Exercise aim =>
The answer must consist of each line of the records below that contains the string "list".

Data records =>
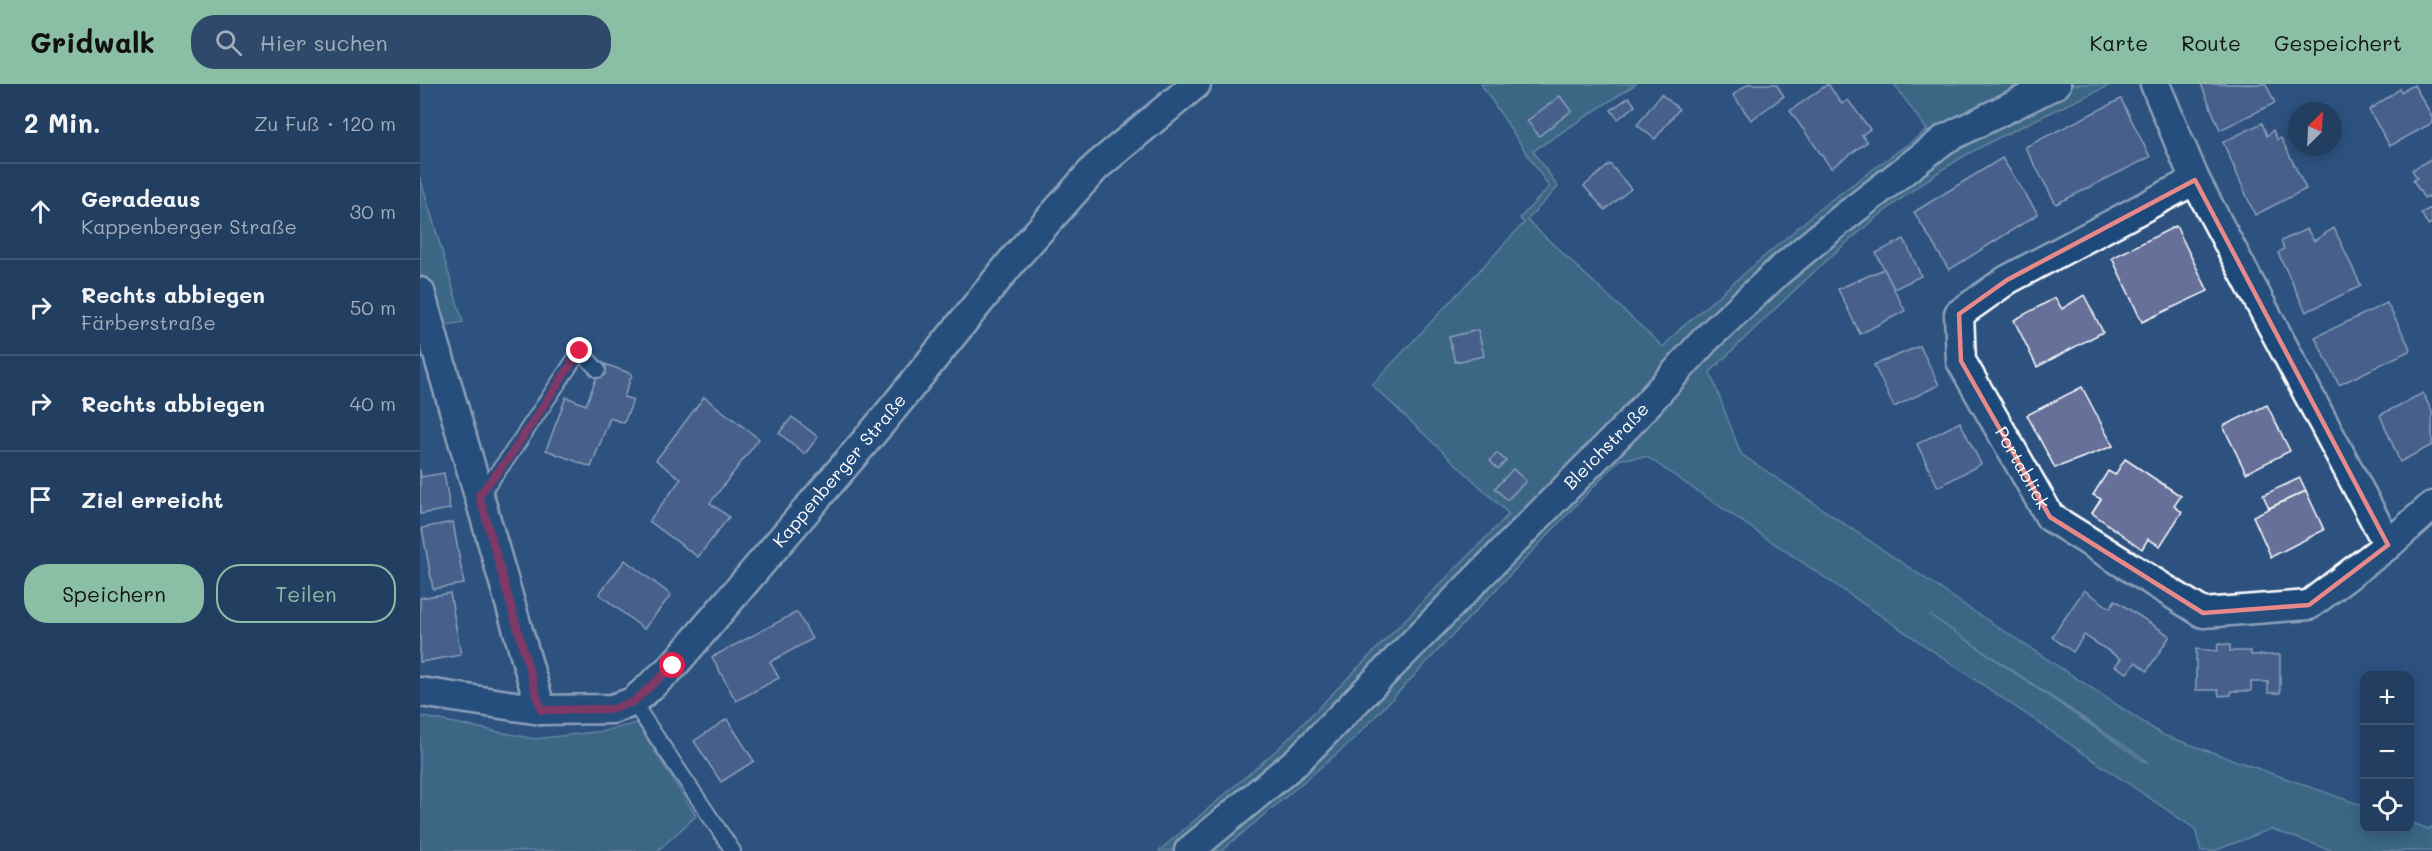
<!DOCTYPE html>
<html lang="de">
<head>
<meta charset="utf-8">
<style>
	:root { --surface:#223e60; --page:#2e4969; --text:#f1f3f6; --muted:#a2aebd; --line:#3f5775; --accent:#8abfa5 }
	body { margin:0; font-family:Mali,sans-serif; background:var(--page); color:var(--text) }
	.controls { position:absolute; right:18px; bottom:18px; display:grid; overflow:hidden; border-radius:12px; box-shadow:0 3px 15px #0003 }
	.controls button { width:54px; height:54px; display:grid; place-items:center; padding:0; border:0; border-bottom:2px solid var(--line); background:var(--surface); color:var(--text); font:30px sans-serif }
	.compass { position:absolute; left:1868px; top:18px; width:54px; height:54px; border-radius:50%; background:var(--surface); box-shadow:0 3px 15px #0003; rotate:24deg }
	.stop { position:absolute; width:18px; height:18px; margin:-14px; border:4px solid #e11d48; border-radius:50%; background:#fff }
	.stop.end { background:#e11d48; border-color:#fff; box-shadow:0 2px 6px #0008 }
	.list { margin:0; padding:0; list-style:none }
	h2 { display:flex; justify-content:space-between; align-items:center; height:78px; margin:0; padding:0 24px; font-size:26px }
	h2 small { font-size:20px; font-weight:400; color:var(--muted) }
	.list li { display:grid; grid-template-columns:39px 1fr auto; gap:18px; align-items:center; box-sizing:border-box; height:96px; padding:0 24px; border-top:2px solid var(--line) }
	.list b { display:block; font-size:22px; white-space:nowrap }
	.list p { margin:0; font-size:20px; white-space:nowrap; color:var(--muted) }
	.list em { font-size:20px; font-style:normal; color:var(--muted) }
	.actions { display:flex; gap:12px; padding:18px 24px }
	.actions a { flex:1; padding:14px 0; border:2px solid var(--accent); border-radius:24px; text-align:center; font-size:21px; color:var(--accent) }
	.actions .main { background:var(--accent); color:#111 }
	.icon { flex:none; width:33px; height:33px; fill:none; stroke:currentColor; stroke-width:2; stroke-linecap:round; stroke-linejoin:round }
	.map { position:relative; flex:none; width:2012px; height:767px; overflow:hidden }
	header { display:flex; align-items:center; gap:36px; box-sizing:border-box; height:84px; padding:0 30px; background:var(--accent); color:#111 }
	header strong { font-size:28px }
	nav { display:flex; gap:33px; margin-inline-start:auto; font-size:21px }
	.search { width:420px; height:54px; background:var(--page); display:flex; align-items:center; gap:15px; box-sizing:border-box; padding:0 21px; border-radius:24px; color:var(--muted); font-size:22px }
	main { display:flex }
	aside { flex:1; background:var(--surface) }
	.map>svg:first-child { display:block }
	.green { fill:#4d808c; stroke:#a6c0c6; stroke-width:1.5; fill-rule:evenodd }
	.building { fill:#667099; stroke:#fff; stroke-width:1.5 }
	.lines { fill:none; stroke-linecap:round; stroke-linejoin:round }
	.service-casing { stroke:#fff; stroke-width:18 }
	.minor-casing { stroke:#fff; stroke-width:33 }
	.service { stroke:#1f4a7a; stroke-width:14 }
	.minor { stroke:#1f4a7a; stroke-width:28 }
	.route { stroke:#e11d48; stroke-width:8 }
	.marked { fill:none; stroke:#e88989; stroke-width:4.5; stroke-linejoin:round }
	.labels { text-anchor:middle; stroke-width:4.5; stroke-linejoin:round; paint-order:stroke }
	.street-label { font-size:18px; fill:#fff; stroke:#1f4a7a }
</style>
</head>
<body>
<header>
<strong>Gridwalk</strong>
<div class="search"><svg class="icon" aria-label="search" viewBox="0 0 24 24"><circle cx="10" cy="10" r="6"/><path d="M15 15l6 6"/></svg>Hier suchen</div>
<nav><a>Karte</a><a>Route</a><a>Gespeichert</a></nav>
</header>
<main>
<aside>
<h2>2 Min.<small>Zu Fuß · 120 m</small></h2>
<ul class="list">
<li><svg class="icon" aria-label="ahead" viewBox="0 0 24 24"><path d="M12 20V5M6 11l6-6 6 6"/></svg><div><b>Geradeaus</b><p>Kappenberger Straße</p></div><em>30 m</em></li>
<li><svg class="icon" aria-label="right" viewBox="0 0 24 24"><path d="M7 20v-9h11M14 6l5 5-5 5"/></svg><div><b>Rechts abbiegen</b><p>Färberstraße</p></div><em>50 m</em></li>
<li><svg class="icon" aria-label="right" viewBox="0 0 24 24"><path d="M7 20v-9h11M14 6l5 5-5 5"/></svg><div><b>Rechts abbiegen</b></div><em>40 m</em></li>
<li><svg class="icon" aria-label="arrive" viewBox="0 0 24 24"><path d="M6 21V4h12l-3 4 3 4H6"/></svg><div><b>Ziel erreicht</b></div></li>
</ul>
<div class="actions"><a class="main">Speichern</a><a>Teilen</a></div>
</aside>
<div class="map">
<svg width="2012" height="767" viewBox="0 0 2012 767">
	<rect width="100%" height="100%" fill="#2d5280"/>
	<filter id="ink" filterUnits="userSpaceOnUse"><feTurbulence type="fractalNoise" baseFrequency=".0167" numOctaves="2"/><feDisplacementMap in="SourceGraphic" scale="12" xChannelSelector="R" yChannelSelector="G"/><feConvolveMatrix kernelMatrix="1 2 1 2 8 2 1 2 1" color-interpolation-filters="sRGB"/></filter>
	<g filter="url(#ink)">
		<g class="green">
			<path d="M1061,0h155l-103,67 25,36 -31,33 136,127 18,-19 142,-122 104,-76 -33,-46h218c-50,24 -103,46 -151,74 -95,57 -172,138 -251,214l31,82 234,158 188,123 201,71v22h46v-6l19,7 3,-2v24h-99l-62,-22 -57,22h-13l-6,-22 -548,-372 -27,2 -268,282 -131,110h-62l120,-103 230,-234 -137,-129 152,-162 -4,-5 29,-31zM1510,531l217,146v1l-5,-2z"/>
			<path d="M0,93l43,145 -43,8z"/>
			<path d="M0,632l115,23 69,-8 33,-8 59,93 -39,35h-237z"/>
		</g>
		<g class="building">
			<path d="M1328,0h28l8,12 -33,24 -18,-25z"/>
			<path d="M1408,0l14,20 6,-4 22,29 -8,6 5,7 -36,26 -41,-57z"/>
			<path d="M1781,0h65l9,19 -55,27z"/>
			<path d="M1994,1l18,31v7l-42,23 -21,-36 31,-21 1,3z"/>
			<path d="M1241,10l18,15 -24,30 -18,-14z"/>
			<path d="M1140,12l11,15 -32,25 -12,-15z"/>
			<path d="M1209,13l6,9 -17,13 -7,-9z"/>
			<path d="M1701,15l29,58 -94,47 -31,-57z"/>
			<path d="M1842,39l5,13 6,-6 4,10 4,-2 25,51 -51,26 -32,-73z"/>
			<path d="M1582,74l36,56 -89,56 -35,-58z"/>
			<path d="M2012,74v45l-4,-7 -4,2 -11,-18 4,-2 -5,-8z"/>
			<path d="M1190,80l21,25 -26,21 -21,-24z"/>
			<path d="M2011,124l1,15 -4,2 -7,-12z"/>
			<path d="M1756,142l32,65 -66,31 -30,-64z"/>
			<path d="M1914,144l27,58 -55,26 -28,-59 6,-4 -3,-8 26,-12 7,12z"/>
			<path d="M1484,155l17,37 -27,13 -18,-36z"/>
			<path d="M1464,185l21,42 -45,23 -22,-45z"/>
			<path d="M1664,211l19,37 -66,35 -23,-47 41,-22 7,11z"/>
			<path d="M1967,219l24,47 -72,35 -24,-48z"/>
			<path d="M1058,246l6,26 -29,6 -6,-25z"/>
			<path d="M1500,262l19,39 -45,22 -20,-42z"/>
			<path d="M182,279l30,11 -8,23 9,3 -9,23 -14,-5 -19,49 -45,-17 20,-53 20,8z"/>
			<path d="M1662,303l31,59 -58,22 -28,-53z"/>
			<path d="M2003,309l9,19v33l-32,17 -20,-47z"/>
			<path d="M284,313l55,42 -49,64 19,14 -31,40 -49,-36 32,-42 -25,-19z"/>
			<path d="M1847,321l23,46 -44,22 -23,-47z"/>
			<path d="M372,333l26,20 -13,17 -26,-21z"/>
			<path d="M1540,338l21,42 -43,23 -21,-43z"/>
			<path d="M1077,369l9,8 -8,8 -8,-8z"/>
			<path d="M1705,375l56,37 -7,10 8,6 -22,34 -12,-7 -6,10 -50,-36 9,-14 -8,-4 15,-24 7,4z"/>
			<path d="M0,385l1,8 23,-4 6,36 -30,5z"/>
			<path d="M1093,385l13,12 -19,19 -12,-12z"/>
			<path d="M1880,394l6,13 -37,17 -6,-13z"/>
			<path d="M1886,407l18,39 -53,27 -18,-41z"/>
			<path d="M33,438l11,62 -31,5 -11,-61z"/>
			<path d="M205,476l46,35 -27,34 -45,-35z"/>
			<path d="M1664,506l26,18 5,-8 55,36 -23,35 -11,-9 -9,11 -12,-7 6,-7 -37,-24 -11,17 -21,-15z"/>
			<path d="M30,509l11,62 -41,7v-64z"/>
			<path d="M377,528l15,27 -42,23 9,16 -43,23 -24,-44z"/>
			<path d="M1798,560l12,1v6h21v4h29v38h-12v-11h-17v9h-20v4l-12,1 -1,-6h-22v-41l21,2z"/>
			<path d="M307,635l27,42 -33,21 -27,-41z"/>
		</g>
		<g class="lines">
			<defs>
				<g id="service">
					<path d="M59,412l29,-38 72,-107 18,19"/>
					<path d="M213,618l100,149"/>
				</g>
				<g id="minor">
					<path d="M1735,0l40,96 193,365 44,-39"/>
					<path id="s1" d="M1775,96l-188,100 -48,34 2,47 89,156 153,96 106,-8 79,-60"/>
					<path d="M0,208l121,418"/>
					<path id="s2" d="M0,608l121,18 71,-1 21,-7 40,-36 208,-243 133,-164 82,-92 100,-83"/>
					<path id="s3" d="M769,767l108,-90 331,-336 78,-86 73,-68 59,-49 107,-83 111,-55"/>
				</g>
			</defs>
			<use href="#service" class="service-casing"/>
			<use href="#minor" class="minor-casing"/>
			<use href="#service" class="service"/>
			<use href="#minor" class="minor"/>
		</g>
	</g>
	<g class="lines" filter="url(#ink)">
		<path class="route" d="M160,267l-72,108 -29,36 62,215 71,-1 21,-7 40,-36"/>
	</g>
	<path d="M0 0H2012V767H0ZM1775,96l193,365 -79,60 -106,8 -153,-96 -89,-156 -2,-47 48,-34z" fill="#2d5280" fill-opacity=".55" fill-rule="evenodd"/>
	<path class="marked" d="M1775,96l193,365 -79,60 -106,8 -153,-96 -89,-156 -2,-47 48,-34z"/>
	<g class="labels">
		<g class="street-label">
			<text dy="6" stroke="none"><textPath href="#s3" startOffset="582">Bleichstraße</textPath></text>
			<text dy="6" stroke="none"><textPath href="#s1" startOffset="442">Portablick</textPath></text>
			<text dy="6" stroke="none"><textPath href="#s2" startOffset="526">Kappenberger Straße</textPath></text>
		</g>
	</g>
</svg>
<div class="controls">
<button>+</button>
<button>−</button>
<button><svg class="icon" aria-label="locate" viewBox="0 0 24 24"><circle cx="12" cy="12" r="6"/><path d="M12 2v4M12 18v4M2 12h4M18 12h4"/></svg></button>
</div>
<svg class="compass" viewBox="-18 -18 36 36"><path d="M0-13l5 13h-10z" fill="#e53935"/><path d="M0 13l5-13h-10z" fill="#a2aebd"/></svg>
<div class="stop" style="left:253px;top:582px"></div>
<div class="stop end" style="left:160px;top:267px"></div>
</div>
</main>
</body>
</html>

Finished exercise =>
	.list { margin:0; padding:0; list-style:none }
	.list li { display:grid; grid-template-columns:39px 1fr auto; gap:18px; align-items:center; box-sizing:border-box; height:96px; padding:0 24px; border-top:2px solid var(--line) }
	.list b { display:block; font-size:22px; white-space:nowrap }
	.list p { margin:0; font-size:20px; white-space:nowrap; color:var(--muted) }
	.list em { font-size:20px; font-style:normal; color:var(--muted) }
<ul class="list">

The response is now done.